Task details: Reduce the material below to its lines containing "building".

Extracted information:
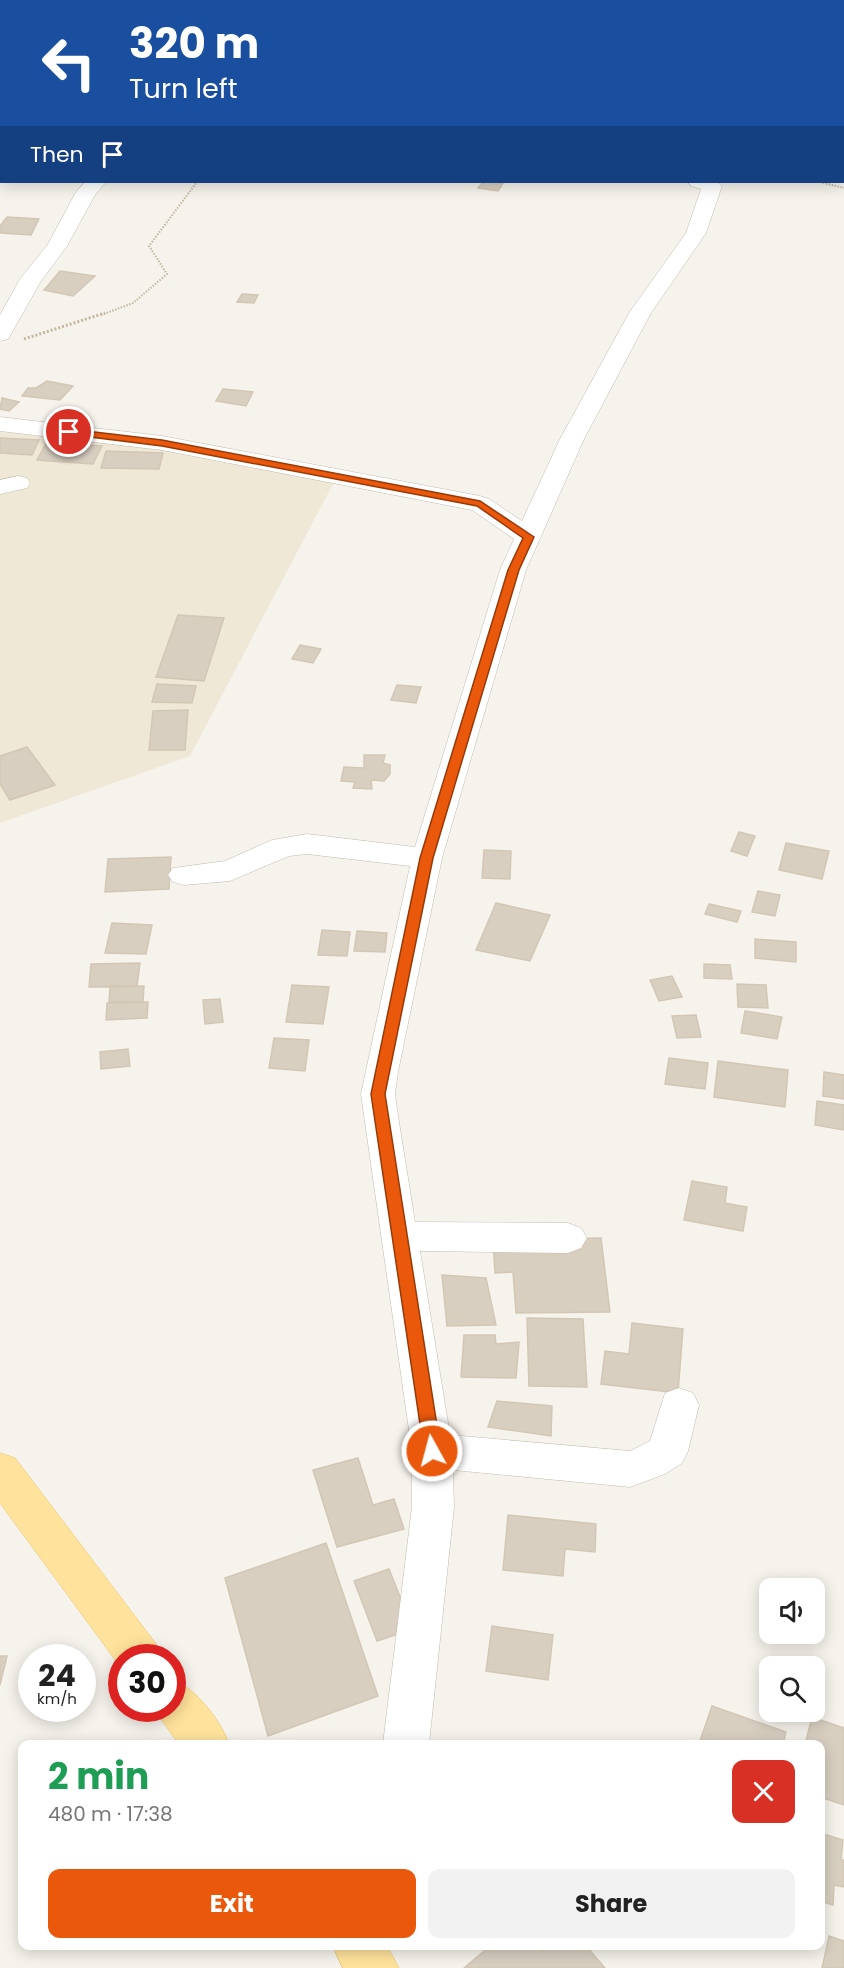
<!DOCTYPE html>
<meta charset="utf-8">
<style>
body{margin:0;font-family:Poppins,sans-serif;background:#f2f2f2;color:#222;height:100vh;display:flex;flex-direction:column;font-size:22px;white-space:nowrap}
*{box-sizing:border-box;margin:0}
p{font-size:20px;color:#767676}
.icon{flex:none;width:33px;height:33px;fill:none;stroke:currentColor;stroke-width:2;stroke-linecap:round;stroke-linejoin:round}
.map{position:relative;flex:1;overflow:hidden}
.sheet{position:absolute;left:18px;top:1740px;width:807px;height:210px;display:flex;flex-direction:column;background:#fff;border-radius:12px;box-shadow:0 3px 15px #0003}
.sheet>*{flex:none}
.banner{position:absolute;left:0px;top:0px;width:844px;height:183px;box-shadow:0 3px 15px #0003;background:#1a4fa0;color:#fff;overflow:hidden}
.buttons{position:absolute;left:759px;top:1578px;display:grid;gap:12px}
.buttons a{display:grid;place-items:center;width:66px;height:66px;border-radius:12px;background:#fff;box-shadow:0 3px 15px #0003;font-size:30px}
.speed{position:absolute;left:18px;top:1644px;display:flex;gap:12px;font-size:30px;font-weight:700;text-align:center}
.speed>*{display:grid;place-content:center;width:78px;height:78px;border-radius:50%;background:#fff;box-shadow:0 3px 15px #0003;line-height:1}
.speed small{font-size:15px;font-weight:400}
.speed .limit{border:9px solid #d22;background:#fff;color:#111}
.pin{position:absolute;display:grid;place-items:center;width:51px;height:51px;color:#fff;margin:-26px;border:3px solid #fff;border-radius:50%;box-shadow:0 2px 6px #0007}
.me{position:absolute;width:66px;margin:-33px;rotate:353deg;stroke-linejoin:round;filter:drop-shadow(0 0 4px #0008)}
.turn{display:flex;align-items:center;gap:21px;height:126px;padding:0 30px;font-size:27px}
.turn .icon{width:78px;height:78px;stroke-width:2.5}
.turn b{display:block;font-size:42px;line-height:51px}
.then{display:flex;align-items:center;height:57px;padding:0 30px;background:#0003;gap:12px;font-size:22px}
.round{display:grid;place-items:center;flex:none;width:63px;height:63px;border-radius:12px;background:#f2f2f2}
.summary{display:flex;align-items:center;justify-content:space-between;height:102px;padding:0 30px}
h1{font-size:36px;font-weight:700;line-height:45px;color:#1e9e55}
.primary-button{display:flex;gap:12px;margin-top:auto;padding:12px 30px}
.primary-button a{flex:1;height:69px;border-radius:12px;background:#ea580c;color:#fff;font-size:24px;font-weight:700;line-height:69px;text-align:center}
.primary-button a+a{background:#f2f2f2;color:#222}
.map>svg:first-child{display:block}
.education{fill:#efe8d6}
.building{fill:#d8cfc1;stroke:#d3c7b4;stroke-width:1.5}
.lines{fill:none;stroke-linecap:round;stroke-linejoin:round}
.minor-casing{stroke:#c2bbae;stroke-width:1}
.major-casing{stroke:#e6c16a;stroke-width:1}
.path-far1{stroke:#c4b79f;stroke-width:2;stroke-dasharray:1.5 1.5;stroke-linecap:butt}
.path{stroke:#c4b79f;stroke-width:3;stroke-dasharray:2 2;stroke-linecap:butt}
.minor{fill:#fff;fill-rule:evenodd}
.major{fill:#ffe39c;fill-rule:evenodd}
.route{fill:#ea580c;stroke:#983908;stroke-width:1.5}
</style>
<div class="map">
<svg width="844" height="1968" viewBox="0 0 844 1968">
<rect width="100%" height="100%" fill="#f6f3ec"/>
<path class="education" d="M 0,432 L 155,447 L 334,482 L 190,756 L 0,823 Z"/>
<path class="building" d="M 483,182 L 492,182 L 503,183 L 498,191 L 478,188 Z
M 7,217 L 39,219 L 31,235 L 0,233 L 0,226 Z
M 60,271 L 95,276 L 73,296 L 44,290 Z
M 242,294 L 258,295 L 254,303 L 237,302 Z
M 47,381 L 73,386 L 60,400 L 22,396 L 28,388 L 36,388 Z
M 223,389 L 253,392 L 246,406 L 216,401 Z
M 2,398 L 19,402 L 9,411 L 0,409 Z
M 0,438 L 39,440 L 32,455 L 0,453 Z
M 47,442 L 102,446 L 93,464 L 37,460 Z
M 106,451 L 163,453 L 159,469 L 101,468 Z
M 178,615 L 224,618 L 204,681 L 156,677 Z
M 300,645 L 321,649 L 313,663 L 292,659 Z
M 157,684 L 196,686 L 192,703 L 152,702 Z
M 397,685 L 421,687 L 416,703 L 391,700 Z
M 188,710 L 185,750 L 149,750 L 153,711 Z
M 27,747 L 55,785 L 10,800 L 0,784 L 0,756 Z
M 364,755 L 385,755 L 383,763 L 390,765 L 390,774 L 384,781 L 371,780 L 372,789 L 353,788 L 355,782 L 341,781 L 344,767 L 364,768 Z
M 739,832 L 755,836 L 747,856 L 731,851 Z
M 786,843 L 829,851 L 822,879 L 779,870 Z
M 484,850 L 511,851 L 510,879 L 482,878 Z
M 171,857 L 169,889 L 105,892 L 108,859 Z
M 758,891 L 780,895 L 775,916 L 752,912 Z
M 496,903 L 550,915 L 530,961 L 476,950 Z
M 709,904 L 741,911 L 737,922 L 705,914 Z
M 112,923 L 152,925 L 146,954 L 105,953 Z
M 322,930 L 350,932 L 347,956 L 318,955 Z
M 357,931 L 387,933 L 385,952 L 354,951 Z
M 755,939 L 796,942 L 796,962 L 755,958 Z
M 140,963 L 137,986 L 89,987 L 91,964 Z
M 704,964 L 730,965 L 732,979 L 704,978 Z
M 672,976 L 682,997 L 659,1001 L 650,980 Z
M 737,984 L 766,985 L 768,1008 L 738,1007 Z
M 292,985 L 329,987 L 323,1024 L 286,1022 Z
M 144,986 L 143,1002 L 109,1002 L 110,987 Z
M 220,999 L 223,1022 L 205,1024 L 203,1000 Z
M 148,1002 L 147,1018 L 106,1020 L 107,1003 Z
M 745,1011 L 782,1017 L 777,1039 L 741,1033 Z
M 696,1015 L 701,1037 L 677,1038 L 672,1016 Z
M 274,1038 L 309,1040 L 305,1071 L 269,1068 Z
M 128,1049 L 130,1066 L 101,1069 L 100,1052 Z
M 669,1058 L 708,1063 L 705,1089 L 665,1084 Z
M 718,1061 L 788,1070 L 785,1107 L 714,1097 Z
M 824,1072 L 844,1075 L 844,1099 L 823,1096 Z
M 817,1101 L 844,1105 L 844,1130 L 815,1125 Z
M 692,1181 L 727,1187 L 725,1203 L 747,1207 L 743,1231 L 684,1220 Z
M 601,1238 L 610,1312 L 516,1313 L 513,1272 L 495,1273 L 493,1240 Z
M 442,1275 L 486,1278 L 496,1325 L 447,1326 Z
M 527,1318 L 583,1319 L 587,1387 L 529,1386 Z
M 632,1323 L 683,1329 L 678,1393 L 601,1384 L 605,1351 L 629,1354 Z
M 464,1335 L 495,1335 L 496,1344 L 519,1342 L 516,1378 L 461,1377 Z
M 497,1401 L 552,1406 L 551,1436 L 488,1427 Z
M 358,1458 L 373,1505 L 394,1499 L 404,1529 L 337,1547 L 313,1470 Z
M 508,1515 L 596,1524 L 595,1552 L 565,1549 L 563,1576 L 503,1570 Z
M 326,1543 L 378,1696 L 268,1736 L 225,1578 Z
M 389,1569 L 413,1629 L 377,1641 L 354,1581 Z
M 492,1626 L 553,1635 L 548,1680 L 486,1671 Z
M 0,1656 L 7,1656 L 0,1685 Z
M 712,1706 L 786,1732 L 783,1744 L 699,1744 Z
M 812,1717 L 844,1728 L 844,1805 L 820,1797 L 820,1744 L 805,1744 Z
M 820,1833 L 843,1840 L 841,1860 L 844,1860 L 844,1887 L 834,1885 L 833,1905 L 820,1901 Z
M 829,1936 L 844,1941 L 844,1968 L 822,1968 Z
M 490,1946 L 539,1946 L 543,1951 L 549,1946 L 586,1946 L 605,1968 L 464,1968 Z"/>
<g class="lines">
<g class="minor-casing">
<path id="minor" d="M 155,0 L 171,0 L 154,2 Z
M 0,62 L 2,62 L 0,73 Z
M 85,182 L 106,182 L 95,195 L 67,246 L 41,281 L 11,334 L 8,339 L 0,341 L 0,315 L 20,279 L 48,244 L 76,192 Z
M 688,182 L 718,182 L 722,186 L 706,233 L 651,313 L 584,439 L 526,570 L 442,858 L 398,1072 L 395,1094 L 398,1116 L 415,1222 L 568,1223 L 581,1228 L 587,1238 L 581,1248 L 568,1253 L 420,1251 L 450,1435 L 630,1451 L 650,1441 L 665,1393 L 679,1388 L 693,1393 L 699,1405 L 688,1451 L 682,1463 L 665,1474 L 630,1487 L 453,1470 L 454,1507 L 429,1744 L 383,1744 L 412,1507 L 412,1451 L 361,1094 L 410,866 L 307,854 L 289,856 L 230,881 L 184,885 L 173,882 L 168,875 L 173,868 L 225,861 L 272,840 L 307,834 L 415,847 L 500,570 L 514,539 L 472,510 L 162,450 L 0,431 L 0,417 L 162,436 L 480,496 L 489,499 L 522,521 L 560,439 L 629,313 L 686,233 L 701,189 L 691,186 Z
M 18,476 L 27,478 L 30,483 L 27,488 L 0,494 L 0,480 Z"/>
</g>
<g class="major-casing">
<path id="major" d="M 0,1453 L 15,1458 L 156,1644 L 162,1658 L 122,1658 L 122,1669 L 0,1503 Z
M 172,1679 C 197,1689 220,1720 229,1744 L 179,1744 L 153,1708 L 172,1708 Z
M 333,1946 L 387,1946 L 399,1968 L 343,1968 Z"/>
</g>
<path class="path-far1" d="M 820,182 L 844,188
M 101,315 L 133,303 L 167,274 L 149,246 L 197,182"/>
<path class="path" d="M 24,339 L 105,313"/>
<use href="#minor" class="minor"/>
<use href="#major" class="major"/>
</g>
<path class="route" d="M 69,429 L 162,440 L 480,501 L 534,537 L 519,570 L 433,858 L 385,1094 L 441,1451 L 438,1456 L 432,1458 L 426,1456 L 424,1451 L 371,1094 L 420,858 L 508,570 L 523,538 L 477,506 L 162,446 L 66,434 L 66,430 Z"/>
</svg>
<div class="buttons">
<a><svg class="icon" aria-label="sound" viewBox="0 0 24 24"><path d="M4 9h4l5-4v14l-5-4H4zM17 9q2 3 0 6"/></svg></a>
<a><svg class="icon" aria-label="search" viewBox="0 0 24 24"><circle cx="10" cy="10" r="6"/><path d="M15 15l6 6"/></svg></a>
</div>
<div class="speed"><div>24<small>km/h</small></div><div class="limit">30</div></div>
<div class="pin" style="left:69px;top:432px;background:#d93025"><svg class="icon" aria-label="arrive" viewBox="0 0 24 24"><path d="M6 21V4h12l-3 4 3 4H6"/></svg></div>
<svg class="me" style="left:432px;top:1451px" viewBox="-20 -20 40 40"><circle r="17" fill="#ea580c" stroke="#fff" stroke-width="3"/><path d="M0-11L8 9 0 5-8 9z" fill="#fff"/></svg>
<div class="banner">
<div class="turn"><svg class="icon" aria-label="left" viewBox="0 0 24 24"><path d="M17 20v-9H6M10 6l-5 5 5 5"/></svg><div><b>320 m</b>Turn left</div></div>
<div class="then">Then<svg class="icon" aria-label="arrive" viewBox="0 0 24 24"><path d="M6 21V4h12l-3 4 3 4H6"/></svg></div>
</div>
<section class="sheet">
<div class="summary"><div><h1>2 min</h1><p>480 m · 17:38</p></div><a class="round" style="background:#d93025;color:#fff"><svg class="icon" aria-label="close" viewBox="0 0 24 24"><path d="M6 6l12 12M18 6L6 18"/></svg></a></div>
<div class="primary-button"><a>Exit</a><a>Share</a></div>
</section>
</div>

Task solution:
.building{fill:#d8cfc1;stroke:#d3c7b4;stroke-width:1.5}
<path class="building" d="M 483,182 L 492,182 L 503,183 L 498,191 L 478,188 Z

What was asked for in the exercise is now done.